**Action item**
Pick out every line of the entries below where "Πατριάρχου" occurs, and copy those lines.

**Dataset content**
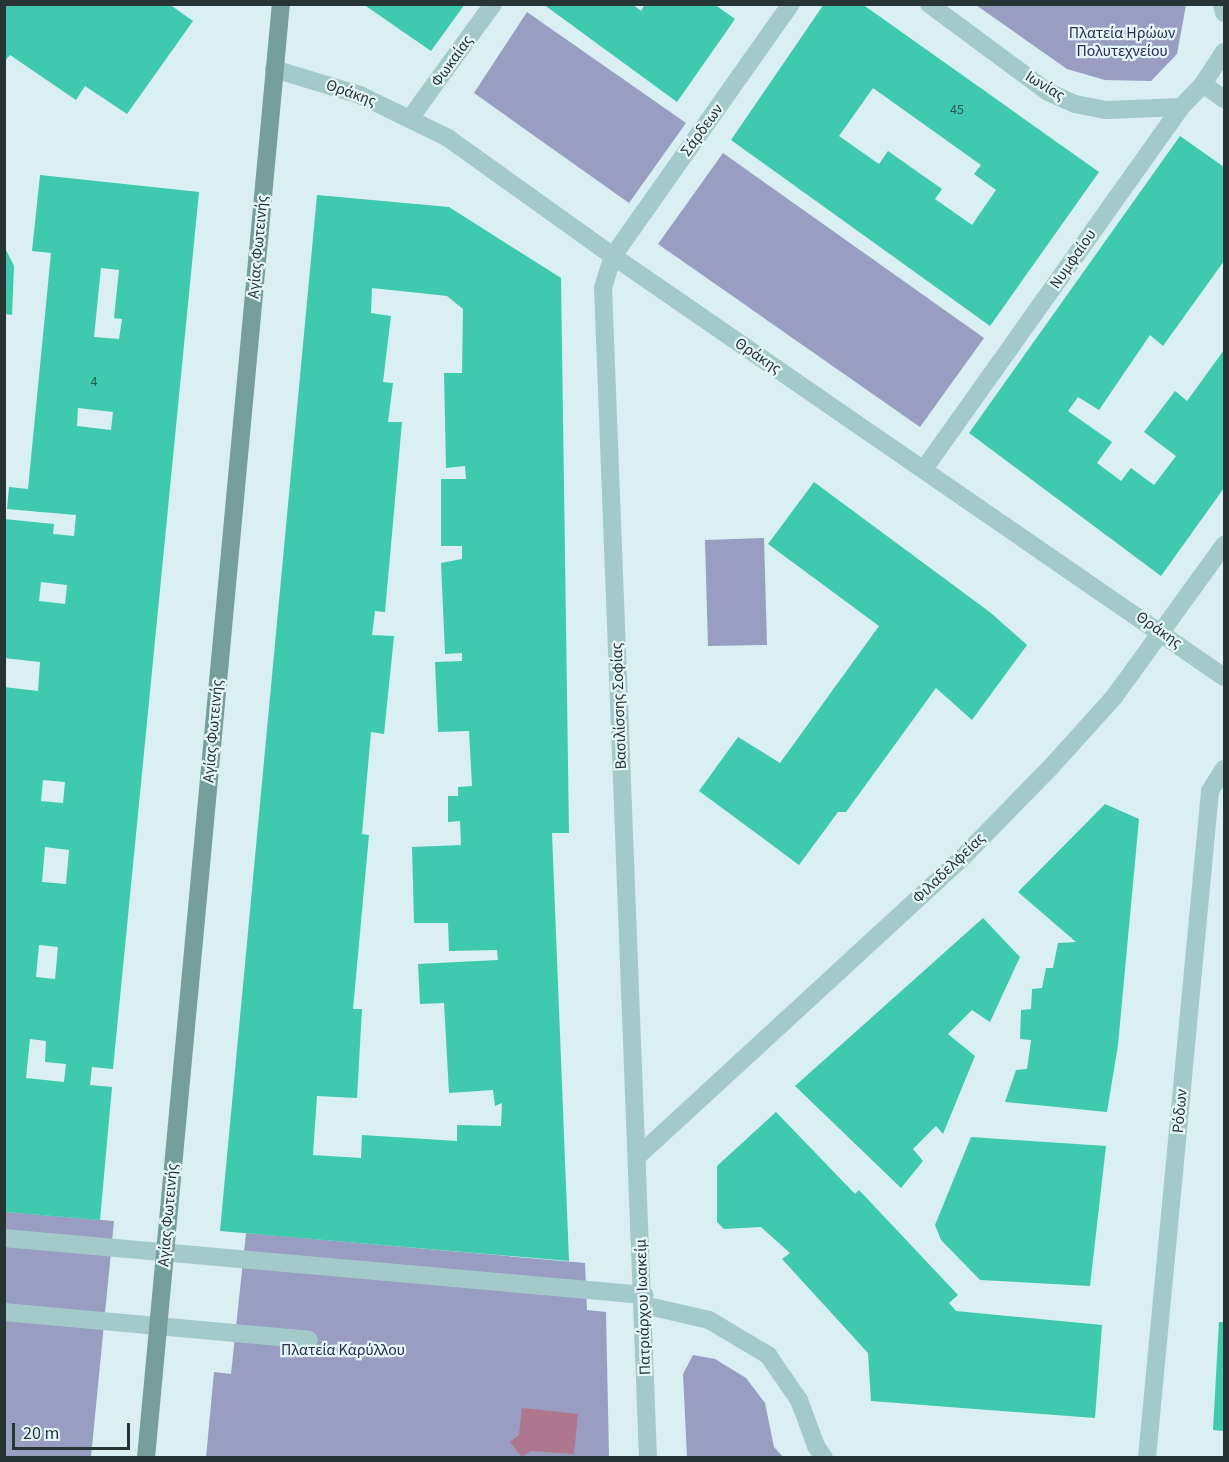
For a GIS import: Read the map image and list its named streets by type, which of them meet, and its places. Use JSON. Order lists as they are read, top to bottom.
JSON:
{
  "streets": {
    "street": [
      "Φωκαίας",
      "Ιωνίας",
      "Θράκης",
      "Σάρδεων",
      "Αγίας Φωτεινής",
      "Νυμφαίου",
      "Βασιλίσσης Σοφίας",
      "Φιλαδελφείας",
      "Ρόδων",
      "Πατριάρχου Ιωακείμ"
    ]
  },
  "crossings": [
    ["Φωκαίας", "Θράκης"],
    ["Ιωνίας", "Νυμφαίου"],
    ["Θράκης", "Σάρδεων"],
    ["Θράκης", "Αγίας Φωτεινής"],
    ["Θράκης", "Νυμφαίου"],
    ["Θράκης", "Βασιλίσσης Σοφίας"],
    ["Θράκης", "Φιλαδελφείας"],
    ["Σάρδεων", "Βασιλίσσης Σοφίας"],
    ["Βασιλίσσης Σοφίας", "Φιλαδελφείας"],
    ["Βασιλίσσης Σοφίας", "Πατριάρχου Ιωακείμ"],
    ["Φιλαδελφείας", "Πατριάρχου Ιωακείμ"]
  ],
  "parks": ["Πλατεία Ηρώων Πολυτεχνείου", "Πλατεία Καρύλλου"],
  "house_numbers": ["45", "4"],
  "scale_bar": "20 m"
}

**Written answer**
      "Πατριάρχου Ιωακείμ"
    ["Βασιλίσσης Σοφίας", "Πατριάρχου Ιωακείμ"],
    ["Φιλαδελφείας", "Πατριάρχου Ιωακείμ"]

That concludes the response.